China moves to pull the plug on iron ore
You might recall that earlier in the year, Australia managed to pull off two rip-roaring quarters of economic growth, following last year’s recession, in which GDP fell 7%. That came in the wake of the crippling pandemic, which smashed exports, adding to the destruction China’s trade tariffs had already caused. According to Guardian Australia, in the last quarter of 2020, Australia exported nearly $14 billion less than it had a year earlier – a 12% fall.
COVID-19 restrictions impacted the economy; for example, inbound and outbound international travel is expected to remain low through to mid-2022. Despite the gloom, Australia’s seasonally adjusted gross domestic product (GDP) rose 1.8% in the March 2021 quarter, to be 1.1% higher than a year ago. That comes on top of a strong rebound in the September (3.5%) and December (3.2%) quarters.
Those two quarters represented the highest quarterly growth on record. How is that possible when the pandemic crushed most exports?
Two words… iron ore.
While just about every export, LNG gas and coal included, posted big falls, iron ore demand kept rising and rising during the pandemic, while everything else fell. And because Brazil’s Vale is still not back to full operations owing to its tailings-dam collapse, Australia’s Rio Tinto, BHP and Fortescue Metals collectively exported around 893 million tonnes of iron ore in the year to June 30. That’s well over double the volume shipped when prices were at similar levels in February 2011.
Historically, iron ore reached an all-time high of US$229.50 a tonne in May 2021, up from its low of US$55 in 2019.
Soaring iron ore prices helped fuel larger tax revenues, which enabled the Coalition government to spend big on Job Keeper and JobSeeker packages.
According to miner Atlas Iron, “combining royalties and company tax paid by WA iron ore operations reveals they contributed about $23 billion to both the State and Federal governments’ bottom lines in 2019-20. That is nearly 60 per cent of the $39.3 billion total tax and royalties paid by the entire national mining sector last year, as estimated by Deloitte in a report commissioned by the Minerals Council of Australia.” In fact, iron ore exports added about 2.5 percentage points to nominal GDP over the past year, and provided shareholders of the iron ore miners with the kind of fat dividends usually paid by the banks.
The iron ore boom has grown our economy larger than Brazil’s and on par with Russia’s, just over 12 months after the start of the COVID-19 pandemic. Fast-forward to today, and that punching-the-air iron ore story, looks to be fading.
China is gate crashing our iron ore party and pulling the plug.

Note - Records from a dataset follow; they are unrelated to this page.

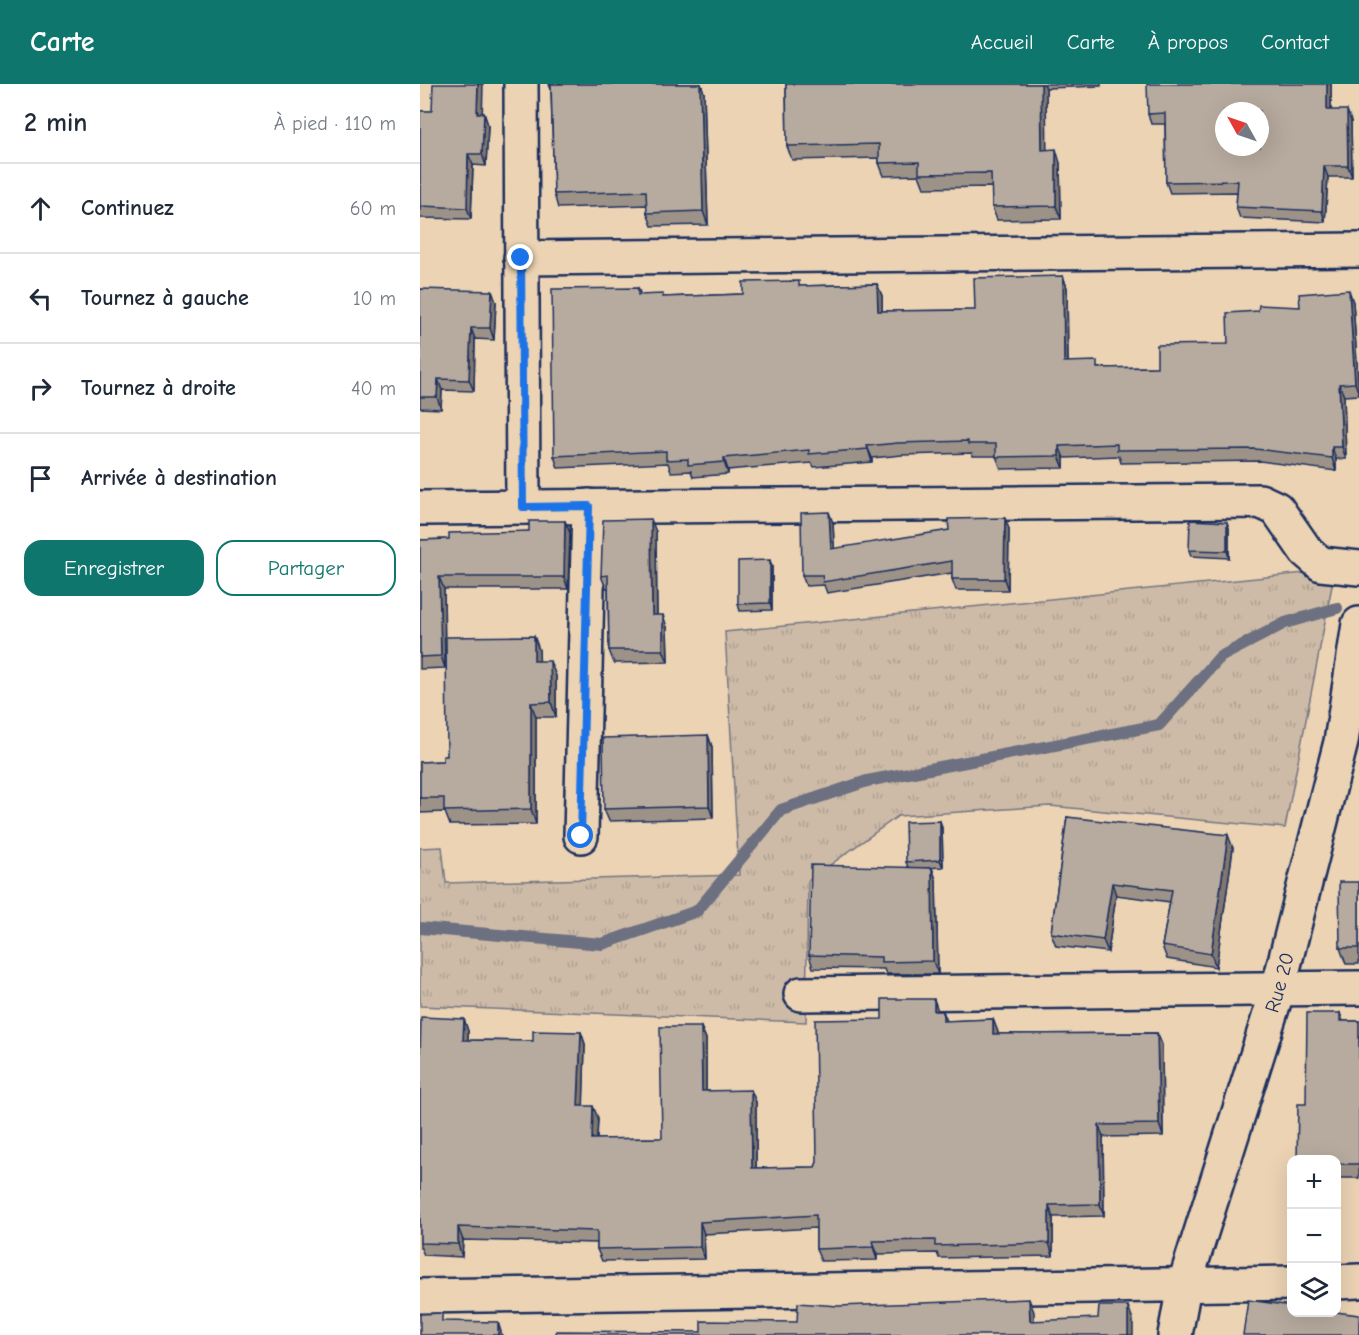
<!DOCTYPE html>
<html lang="fr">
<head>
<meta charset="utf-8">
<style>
	:root { --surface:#fff; --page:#f6f6f7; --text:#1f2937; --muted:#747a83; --line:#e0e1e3; --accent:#0f766e }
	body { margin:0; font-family:"Comic Neue",sans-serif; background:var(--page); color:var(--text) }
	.controls { position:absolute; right:18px; bottom:18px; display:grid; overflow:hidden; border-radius:12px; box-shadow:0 6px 24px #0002 }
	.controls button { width:54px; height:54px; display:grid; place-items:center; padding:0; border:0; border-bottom:2px solid var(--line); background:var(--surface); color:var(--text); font:30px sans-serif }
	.compass { position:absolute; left:795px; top:18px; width:54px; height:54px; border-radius:50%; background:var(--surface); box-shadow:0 6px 24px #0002; rotate:310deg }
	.stop { position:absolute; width:18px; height:18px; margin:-14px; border:4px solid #1a73e8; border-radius:50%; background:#fff }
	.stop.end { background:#1a73e8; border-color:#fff; box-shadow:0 2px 6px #0008 }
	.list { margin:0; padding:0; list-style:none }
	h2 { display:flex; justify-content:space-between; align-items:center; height:78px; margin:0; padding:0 24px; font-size:26px }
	h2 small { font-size:20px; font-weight:400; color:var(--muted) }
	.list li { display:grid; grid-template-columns:39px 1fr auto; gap:18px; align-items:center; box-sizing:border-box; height:90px; padding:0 24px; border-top:2px solid var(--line) }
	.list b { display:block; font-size:22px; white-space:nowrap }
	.list em { font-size:20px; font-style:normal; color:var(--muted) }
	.actions { display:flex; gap:12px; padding:18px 24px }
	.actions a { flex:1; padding:14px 0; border:2px solid var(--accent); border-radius:18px; text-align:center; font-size:21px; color:var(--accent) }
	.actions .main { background:var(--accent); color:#fff }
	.icon { flex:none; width:33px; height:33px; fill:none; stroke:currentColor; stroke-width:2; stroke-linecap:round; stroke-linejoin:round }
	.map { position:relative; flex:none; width:939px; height:1251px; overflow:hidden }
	header { display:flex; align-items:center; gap:36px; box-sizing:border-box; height:84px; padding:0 30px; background:var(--accent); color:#fff }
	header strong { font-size:28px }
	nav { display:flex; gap:33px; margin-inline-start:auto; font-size:21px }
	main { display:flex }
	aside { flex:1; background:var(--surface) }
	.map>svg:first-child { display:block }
	.grass { fill:url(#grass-tufts); stroke:#747582; stroke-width:1.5 }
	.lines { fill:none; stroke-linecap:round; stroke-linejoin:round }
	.stream { stroke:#6d7080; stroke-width:12 }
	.minor-casing { stroke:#1b2f5e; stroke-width:38 }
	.minor { stroke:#ebd3b3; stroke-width:33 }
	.wall { fill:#9d9288; stroke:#1b2f5e; stroke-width:1.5 }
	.shaded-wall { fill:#80776f; stroke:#1b2f5e; stroke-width:1.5 }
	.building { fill:#b7aa9e; stroke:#1b2f5e; stroke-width:1.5; fill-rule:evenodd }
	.route { stroke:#1a73e8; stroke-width:8 }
	.labels { text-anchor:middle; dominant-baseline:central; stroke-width:6; stroke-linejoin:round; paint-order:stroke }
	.street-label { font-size:20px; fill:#1b2f5e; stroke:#ebd3b3 }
</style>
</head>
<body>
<header>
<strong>Carte</strong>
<nav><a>Accueil</a><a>Carte</a><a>À propos</a><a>Contact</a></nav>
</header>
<main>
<aside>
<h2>2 min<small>À pied · 110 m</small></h2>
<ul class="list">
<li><svg class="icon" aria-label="ahead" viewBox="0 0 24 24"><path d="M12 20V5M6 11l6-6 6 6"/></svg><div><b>Continuez</b></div><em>60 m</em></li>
<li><svg class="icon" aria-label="left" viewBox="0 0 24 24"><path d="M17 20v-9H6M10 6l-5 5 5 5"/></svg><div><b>Tournez à gauche</b></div><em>10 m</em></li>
<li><svg class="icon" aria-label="right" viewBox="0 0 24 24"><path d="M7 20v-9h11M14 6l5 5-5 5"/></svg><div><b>Tournez à droite</b></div><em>40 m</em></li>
<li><svg class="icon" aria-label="arrive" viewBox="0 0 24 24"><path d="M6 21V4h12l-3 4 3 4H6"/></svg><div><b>Arrivée à destination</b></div></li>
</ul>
<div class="actions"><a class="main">Enregistrer</a><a>Partager</a></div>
</aside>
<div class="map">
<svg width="939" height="1251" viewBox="0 0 939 1251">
	<defs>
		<pattern id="grass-tufts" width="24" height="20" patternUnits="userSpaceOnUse" patternTransform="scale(1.5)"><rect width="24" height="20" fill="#cdbba7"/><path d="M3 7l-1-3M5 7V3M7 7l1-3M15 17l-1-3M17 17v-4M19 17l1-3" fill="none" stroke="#afa192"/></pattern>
	</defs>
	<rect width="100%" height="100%" fill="#ebd3b3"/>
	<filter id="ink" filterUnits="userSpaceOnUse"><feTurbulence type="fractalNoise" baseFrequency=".0167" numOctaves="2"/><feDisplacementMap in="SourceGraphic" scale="12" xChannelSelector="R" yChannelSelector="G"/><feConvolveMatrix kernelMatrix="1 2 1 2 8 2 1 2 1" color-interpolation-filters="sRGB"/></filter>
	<g filter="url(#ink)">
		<path class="grass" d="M915,486L865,744L630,722L478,732L388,797L386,938L0,922V764L22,763L26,799L319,791L305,548Z"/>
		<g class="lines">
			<path class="stream" d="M0,844L182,860L277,827L361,726L447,697L739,641L800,573L865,539L917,524"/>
			<defs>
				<g id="minor">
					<path d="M101,0L103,423"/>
					<path d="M101,174L939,166"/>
					<path d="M0,424L840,417L857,425L886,467L901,480L939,484"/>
					<path d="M161,752L169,422"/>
					<path d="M381,910L939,904"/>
					<path d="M916,1198L939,1197"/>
					<path d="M0,1212L872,1199"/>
					<path id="s1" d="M755,1251L764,1202L858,905L921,658L939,540"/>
				</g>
			</defs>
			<use href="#minor" class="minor-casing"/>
			<use href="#minor" class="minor"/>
		</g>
		<g class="wall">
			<path d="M129,0H281L284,9L288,141L232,142L227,129V121L138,124L134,110L131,6Z"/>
			<path d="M366,0H681V2L626,4V66L640,79L641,135L577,136L572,123V103L504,104L499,91L464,92L459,79V74L372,76L367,62Z"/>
			<path d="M911,0V26L931,37L932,93H908L905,138L820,134L816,123L817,108L750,109L746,98L745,40H731L728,30Z"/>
			<path d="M0,27L64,29L68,41L66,82L53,81L51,135L0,134Z"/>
			<path d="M643,192L647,204L648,278L680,284L737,283L808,260L838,227L933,218L939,311L924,312L926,375H916V387L840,377L701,379L699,372L644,374V384L581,385L576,372H553L552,369L482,371L452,374V378L394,383L392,379L318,385L308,386V390L273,393L271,387L251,388L248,379L138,384L134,372L218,204L221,211L244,213L323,210L380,202L457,200L462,212V227L555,226Z"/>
			<path d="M0,205L76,218L74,256L55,255L54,307L22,306L21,325L0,324Z"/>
			<path d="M145,437L150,449L148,505H24L25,584L0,585V456L29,455L109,447Z"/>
			<path d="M413,439L414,465L589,445L588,506H536L532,495V489L407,509L404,501L386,502L382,491Z"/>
			<path d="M809,444V474L771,472L769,466Z"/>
			<path d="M236,448L237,531L247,543L248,578L194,579L189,566L188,504H186L181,492Z"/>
			<path d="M352,483V526L320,527L318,520Z"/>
			<path d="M114,552L119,566V577L136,592V633H116V740L30,741L25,728L0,729V678L23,677Z"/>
			<path d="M288,651L292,663L293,734L189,737L184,725Z"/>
			<path d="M647,733L813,764L796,883L747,875L742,862L750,818L696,811L688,868L636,862L631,849Z"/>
			<path d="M520,737L522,744L523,783L502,784H512L516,796L518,890H466L464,885L393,884L389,871L488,783L486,778Z"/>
			<path d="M939,798V880H926L920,864Z"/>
			<path d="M518,927H523L527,937L573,935L578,950L737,949L742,961L743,1052L683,1053L684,1132L633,1133V1172L519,1174L517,1169L457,1170V1176L401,1177L396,1165V1144L284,1150L285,1175L182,1177L177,1165V1159L43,1156L42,1173L4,1171L1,1164H0V974L44,935L48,947V956L113,957L161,948L165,960L163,1022L178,1034L177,1055L242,1054L281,943L286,955V1007L336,1018V1084L395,1083L462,935Z"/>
			<path d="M920,929L923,937H939V1094H916V1076L886,1020Z"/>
		</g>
		<g class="shaded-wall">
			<path d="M58,0H63L62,41L57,29Z"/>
			<path d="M280,0H281L284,9L288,141L283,127Z"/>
			<path d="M621,0H624L626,4L627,79L622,66Z"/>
			<path d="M907,0H911V37L907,26Z"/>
			<path d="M927,26L931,37L932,93L928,82Z"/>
			<path d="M64,29L68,41L66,82L62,70Z"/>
			<path d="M636,65L640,79L641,135L636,122Z"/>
			<path d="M48,70L53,81L51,135L47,124Z"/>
			<path d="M904,82L908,93L905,138L902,127Z"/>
			<path d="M643,192L647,204L648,290L644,278Z"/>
			<path d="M457,200L462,212V239L458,227Z"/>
			<path d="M929,206L933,218L939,310L935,299Z"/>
			<path d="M72,207L76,218L74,256L70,244Z"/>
			<path d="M51,244L55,255L54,307L49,296Z"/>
			<path d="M18,295L22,306L21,325L17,313Z"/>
			<path d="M919,300L924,312L926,375L922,363Z"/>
			<path d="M447,362L452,374V378L448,365Z"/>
			<path d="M639,362L644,374V384L639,372Z"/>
			<path d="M912,363L916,375V387L912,374Z"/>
			<path d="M304,374L308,386V390L304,378Z"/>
			<path d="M409,428L413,439L415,476L411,465Z"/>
			<path d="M585,434L589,445L588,506L584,495Z"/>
			<path d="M231,435L236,448L237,543L232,531Z"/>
			<path d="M145,437L150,449L148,505L144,493Z"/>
			<path d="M807,438L809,444V474L807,467Z"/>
			<path d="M350,476L352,483V526L350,519Z"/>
			<path d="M19,493L24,505L25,584L21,572Z"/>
			<path d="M243,531L247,543L248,578L243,566Z"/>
			<path d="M114,552L119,566L120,592L114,577Z"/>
			<path d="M130,577L136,592V633L131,618Z"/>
			<path d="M111,619L116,633V740L111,725Z"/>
			<path d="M288,651L292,663L293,734L289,722Z"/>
			<path d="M520,737L522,744L523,783L520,776Z"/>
			<path d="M808,751L813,764L796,883L791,870Z"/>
			<path d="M512,784L516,796L518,890L513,877Z"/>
			<path d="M692,799L696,811L688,868L683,856Z"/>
			<path d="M514,915L518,927H514Z"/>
			<path d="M523,927L527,939L523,937Z"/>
			<path d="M44,935L48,947V968L43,956Z"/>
			<path d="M573,935L578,948V962L573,950Z"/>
			<path d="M281,943L286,955V1019L282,1007Z"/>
			<path d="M161,948L165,960L163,1034L158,1022Z"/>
			<path d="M737,949L742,961L743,1052L739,1040Z"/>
			<path d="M331,1006L336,1018V1096L332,1084Z"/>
			<path d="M173,1022L178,1034L176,1067L172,1055Z"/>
			<path d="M679,1041L683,1053L684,1132L680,1120Z"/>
			<path d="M629,1121L633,1133V1172L629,1159Z"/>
			<path d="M280,1138L284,1150L285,1175L280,1163Z"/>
			<path d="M38,1143L43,1156L42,1173L38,1160Z"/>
			<path d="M453,1157L457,1170V1176L453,1163Z"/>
			<path d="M609,1215L614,1228V1250L610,1237Z"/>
			<path d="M708,1222L713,1236V1251H708Z"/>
			<path d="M78,1238L82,1251H78Z"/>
		</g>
		<g class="building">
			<path d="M13,0H58L57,29H64L62,70H48L47,124L0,122V27H12Z"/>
			<path d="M131,0H280L283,127L227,129L226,107L134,110Z"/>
			<path d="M366,0H621L622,66L636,65V122L572,123L571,89L499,90V78L459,79V60L367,62Z"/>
			<path d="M727,0H907V26H927L928,82H904L902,127L816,123L818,97L746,98L745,29L728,30ZM804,27H840V63H804Z"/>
			<path d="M643,192L644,278L677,277V284L737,283V261L808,260L807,229L838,227L839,221L880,223L879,210L929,206L935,299L919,300L922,363H912V374L835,365L697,366V360L639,362V372L576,373V360H548V357L478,359L447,362L448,365L389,370V366L314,373L304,374V378L268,381V375L246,376V367L134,372L132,205L218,204V211L243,210V213L323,210V198L379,197V202L457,200L458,227L555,226L554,194Z"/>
			<path d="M0,205L72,207L70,244H51L49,296L18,295L17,313H0Z"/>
			<path d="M409,428L411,465L529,446L528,435L585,434L584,495H532V477L403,498L402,491H382L381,429Z"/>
			<path d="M231,435L232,531H243V566H189L188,491L181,492L183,436Z"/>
			<path d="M770,436L807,438V467L769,466Z"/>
			<path d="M109,437H145L144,493H19L21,572L0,573V456L29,455V449L109,447Z"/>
			<path d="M350,476V519L318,520V477Z"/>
			<path d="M114,552V577H130L131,618L111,619V725L24,727V714H0V678L23,677V672H27L26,553Z"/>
			<path d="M288,651L289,722L184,725L183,654Z"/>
			<path d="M647,733L808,751L791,870L742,862L752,806L692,799L683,856L631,849Z"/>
			<path d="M520,737V776L486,778L485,738Z"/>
			<path d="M391,781L512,784L513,877L461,878V873L389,871Z"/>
			<path d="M919,798H939V864H920Z"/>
			<path d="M462,915H514V927H523V937L573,935V950L737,949L739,1040L679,1041L680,1120L629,1121V1159L515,1162V1156L453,1157V1163L396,1165V1131L280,1138V1163L177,1165V1147L38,1143V1160L0,1159V974L1,933L44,935L43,956L113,957V947L161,948L158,1022H173L172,1055L242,1054L240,943H281L282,1007L331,1006L332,1084L395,1083L397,1078L395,936L462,935Z"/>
			<path d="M887,929H920V937H939V1080H916V1076H877L878,1020H886Z"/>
			<path d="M609,1215L610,1237L678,1234L679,1222H708V1251H136V1247L281,1248V1237L377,1238L378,1219L418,1222Z"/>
			<path d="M828,1216L872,1222V1228H916L939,1231V1251H823Z"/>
			<path d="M22,1229V1237L78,1238V1251H0V1230Z"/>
		</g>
	</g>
	<g class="lines" filter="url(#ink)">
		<path class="route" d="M101,174L103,423L169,422L161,752"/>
	</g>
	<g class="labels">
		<g class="street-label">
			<text stroke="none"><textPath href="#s1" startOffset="368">Rue 20</textPath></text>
		</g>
	</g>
</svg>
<div class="controls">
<button>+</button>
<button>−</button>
<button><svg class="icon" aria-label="layers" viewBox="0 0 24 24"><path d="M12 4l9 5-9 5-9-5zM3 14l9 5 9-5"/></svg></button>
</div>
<svg class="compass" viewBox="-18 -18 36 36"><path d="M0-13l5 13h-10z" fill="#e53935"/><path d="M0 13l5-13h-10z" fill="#747a83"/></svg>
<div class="stop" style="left:161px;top:752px"></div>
<div class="stop end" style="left:101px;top:174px"></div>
</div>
</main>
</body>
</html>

And it’s no surprise. Iron ore at levels above US$200 a tonne was never expected to be sustained for too much longer. Treasurer Josh Frydenberg predicted, “If the iron ore spot price were to remain elevated until the end of the March quarter 2022, before falling to US$55 per tonne FOB (free on board), nominal GDP could be around $1.1 billion higher than forecast in 2020-21 and $48.7 billion higher in 2021-22. This would increase tax receipts of around $100 million in 2020-21, $5.5 billion in 2021-22 and around $6.9 billion in 2022-23.”
Reading media headlines this week, one sees: “China slashes steel exports to Australia by 50 per cent to ‘wean’ itself off nation’s iron ore industry” and “Brazil’s iron ore is back”. It’s only a matter of time before iron ore falls back to earth.
It looks like China has figured out a way to hit Australia where it hurts. Beijing has slashed steel exports by more than 50 per cent, which would directly weigh on Australia’s infrastructure construction and economic expansion plans. Australia relies heavily on China’s steel imports. As our economy rebounds and construction begins, demand for steel will rise as more houses and infrastructure is built i.e. Melbourne Metro Tunnel and Freeways.
China cannot source such high-grade iron ore in such quantities from anywhere else in the world. The same can be said about Australia finding steel, where China is by far the largest steel manufacturer.
According to news.com.au, “China relies on Australia for 60 per cent of its iron ore imports. This represents about 70 per cent of Australia’s iron ore production. The Beijing report states Australia relies on China for 30 per cent of its processed steel. But exports to Australia represent just 1 per cent of China’s output.” A correction was largely expected, with some analysts predicting a US$175 a tonne average price target on iron ore in the upcoming December quarter.
After Australia called for an investigation into the source of the Covid-19 pandemic, Beijing has sought to punish Australia for daring to speak-up to the emerging world power. So far, Beijing’s bullying hasn’t worked. China wants to slash steel exports to Australia, but must be careful that such restrictions on steel production will only bite where it hurts most, economic growth. It’s a risky game.